Nostalgiccar auction

優れたユーティリティビークルの中には、元をたどれば軍用車から生まれたものが少なくない。カムフラージュとはほど遠いカラーリングながら、このフォルクスワーゲン・タイプ181もそのひとつだ。ルーツをさかのぼると、フェディナント・ポルシェが設計し、第二次世界大戦でドイツ軍が使用したタイプ82キューベルヴァーゲンにたどり着く。
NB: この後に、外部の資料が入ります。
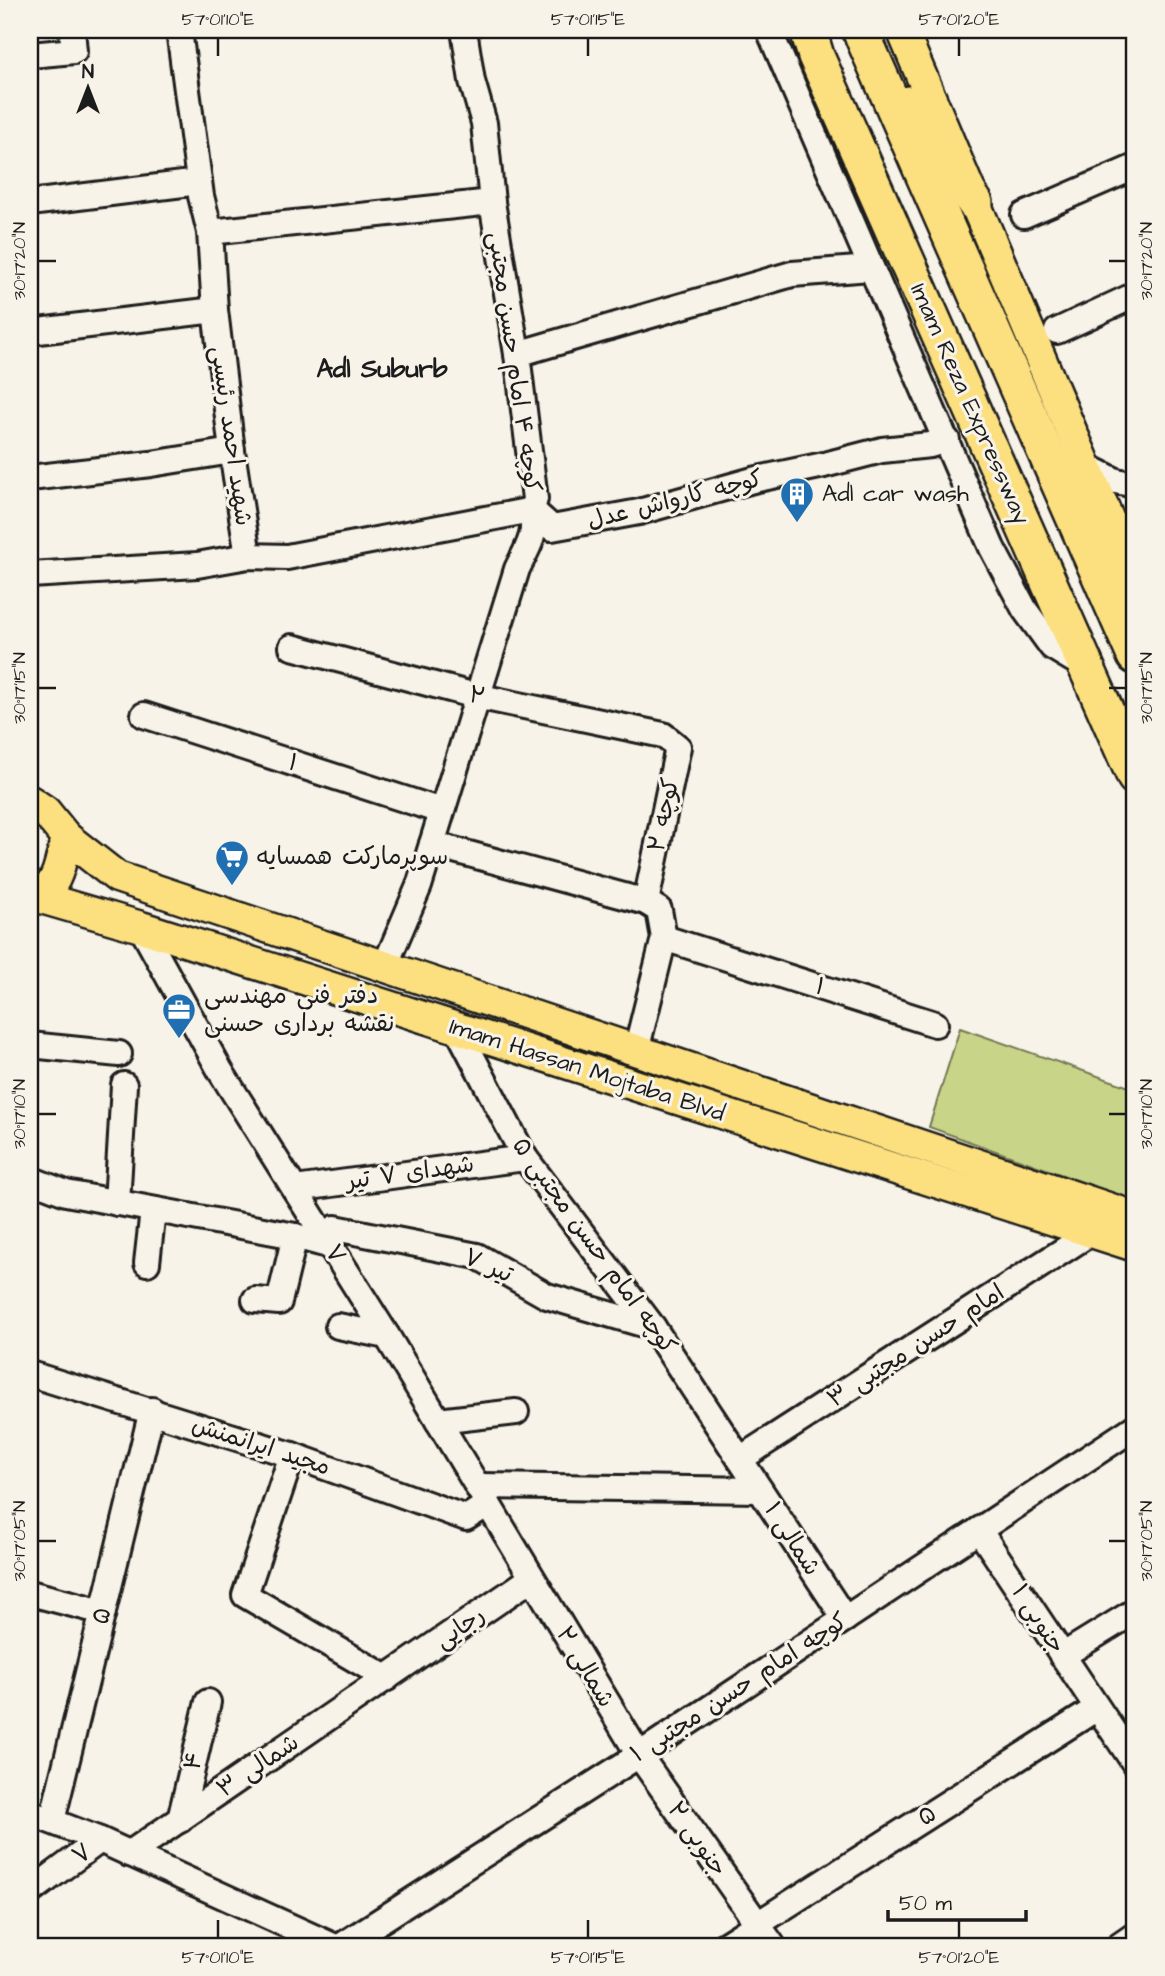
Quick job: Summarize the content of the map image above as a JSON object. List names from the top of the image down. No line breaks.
{"streets":{"highway":["Imam Reza Expressway"],"main road":["Imam Hassan Mojtaba Blvd"],"street":["کوچه ۴ امام حسن مجتبی","شهید احمد رئیسی","کوچه کارواش عدل","۲","۱","کوچه ۲","شهدای ۷ تیر","کوچه امام حسن مجتبی ۵","۷","۷ تیر","امام حسن مجتبی ۳","مجید ایرانمنش","۱ شمالی","۵","۱ جنوبی","رجایی","۲ شمالی","کوچه امام حسن مجتبی ۱","۴","۳ شمالی","۲ جنوبی"]},"crossings":[["کوچه ۴ امام حسن مجتبی","شهید احمد رئیسی"],["کوچه ۴ امام حسن مجتبی","کوچه کارواش عدل"],["کوچه ۴ امام حسن مجتبی","۲"],["کوچه ۴ امام حسن مجتبی","۱"],["کوچه ۴ امام حسن مجتبی","Imam Hassan Mojtaba Blvd"],["شهید احمد رئیسی","کوچه کارواش عدل"],["۲","کوچه ۲"],["Imam Hassan Mojtaba Blvd","کوچه امام حسن مجتبی ۵"],["Imam Hassan Mojtaba Blvd","۷"],["Imam Hassan Mojtaba Blvd","امام حسن مجتبی ۳"],["شهدای ۷ تیر","کوچه امام حسن مجتبی ۵"],["شهدای ۷ تیر","۷"],["کوچه امام حسن مجتبی ۵","۷ تیر"],["کوچه امام حسن مجتبی ۵","امام حسن مجتبی ۳"],["کوچه امام حسن مجتبی ۵","۱ شمالی"],["۷","۷ تیر"],["۷","مجید ایرانمنش"],["۷","رجایی"],["۷","۲ شمالی"],["امام حسن مجتبی ۳","۱ شمالی"],["مجید ایرانمنش","۵"],["۱ شمالی","کوچه امام حسن مجتبی ۱"],["۵","۱ جنوبی"],["۵","۲ جنوبی"],["۱ جنوبی","کوچه امام حسن مجتبی ۱"],["رجایی","۲ شمالی"],["رجایی","۳ شمالی"],["۲ شمالی","کوچه امام حسن مجتبی ۱"],["۲ شمالی","۲ جنوبی"],["کوچه امام حسن مجتبی ۱","۲ جنوبی"],["۴","۳ شمالی"]],"districts":["Adl Suburb"],"places":{"building":["Adl car wash"],"supermarket":["سوپرمارکت همسایه"],"office":["دفتر فنی مهندسی نقشه برداری حسنی"]},"scale_bar":"50 m","north":"top","coordinates":["57°01'10\"E","57°01'15\"E","57°01'20\"E","30°17'20\"N","30°17'15\"N","30°17'10\"N","30°17'05\"N"]}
しかし実のところ、タイプ82とタイプ181に繋がりはなく、それは1960年代初頭に生み出された新設計の車だ。当時、VWの売れ行きが好調だったメキシコ市場で、ビートルより荒地走行能力の高い車を求める声が上がっていたからだ。ビートルとタイプ2から様々なメカニカルコンポーネントを流用したが、プラットフォームは初代カルマンギアのもので、そのロードクリアランスを高くしてある。車内は広く、実用性を追求。フロントウィンドウは折りたため、ルーフは取り外すことができる。こうして、ウィリス・ジープとシトロエン・メアリの中間に位置するような車となった。
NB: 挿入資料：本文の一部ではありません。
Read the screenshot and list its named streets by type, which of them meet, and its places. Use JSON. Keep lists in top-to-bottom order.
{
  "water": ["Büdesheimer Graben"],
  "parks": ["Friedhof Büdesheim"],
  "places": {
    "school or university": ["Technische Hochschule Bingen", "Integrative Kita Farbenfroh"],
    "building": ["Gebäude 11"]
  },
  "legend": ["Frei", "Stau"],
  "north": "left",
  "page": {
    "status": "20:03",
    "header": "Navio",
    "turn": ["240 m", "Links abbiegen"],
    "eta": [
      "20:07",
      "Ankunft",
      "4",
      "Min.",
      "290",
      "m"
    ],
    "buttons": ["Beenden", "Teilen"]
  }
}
イギリスではトレッカーという名称で短期間だけ販売された。ドイツではクーリエヴァーゲン、メキシコではサファリ、そしてアメリカでは単に"物"を意味する"ザ・シング"と呼ばれた。

このサンシャインイエローの"シング"は、おそらく現存するタイプ181の中で最高の1台だろう。乾燥したアリゾナにあった車で、走行距離は2万6000マイルに留まる。純粋主義者の中には、本来1600ccのエンジンが1795ccにボアアップされ、ツインキャブレターとパフォーマンスを上げる吸気マニホールドに換装されている点を問題視する人もいるかもしれない。だが、パワーアップで楽しさが倍増していることは間違いないし、空冷エンジンの信頼性に影響はないはずだ。



これを持ち込んだのは長く所有していたオーナーで、ペイントも内装も傷ひとつない第一級のコンディションだ。当時の綾織りのフロアマットやネット状のシェルフ、ツールキット、ハードトップも付属する。唯一足りないのはキャンバストップとサイドカーテンだが、新しいものがアフターマーケットで簡単に手に入るはずだ。残る問題は、これがお好みに合う"物(シング)"かどうかだけだろう。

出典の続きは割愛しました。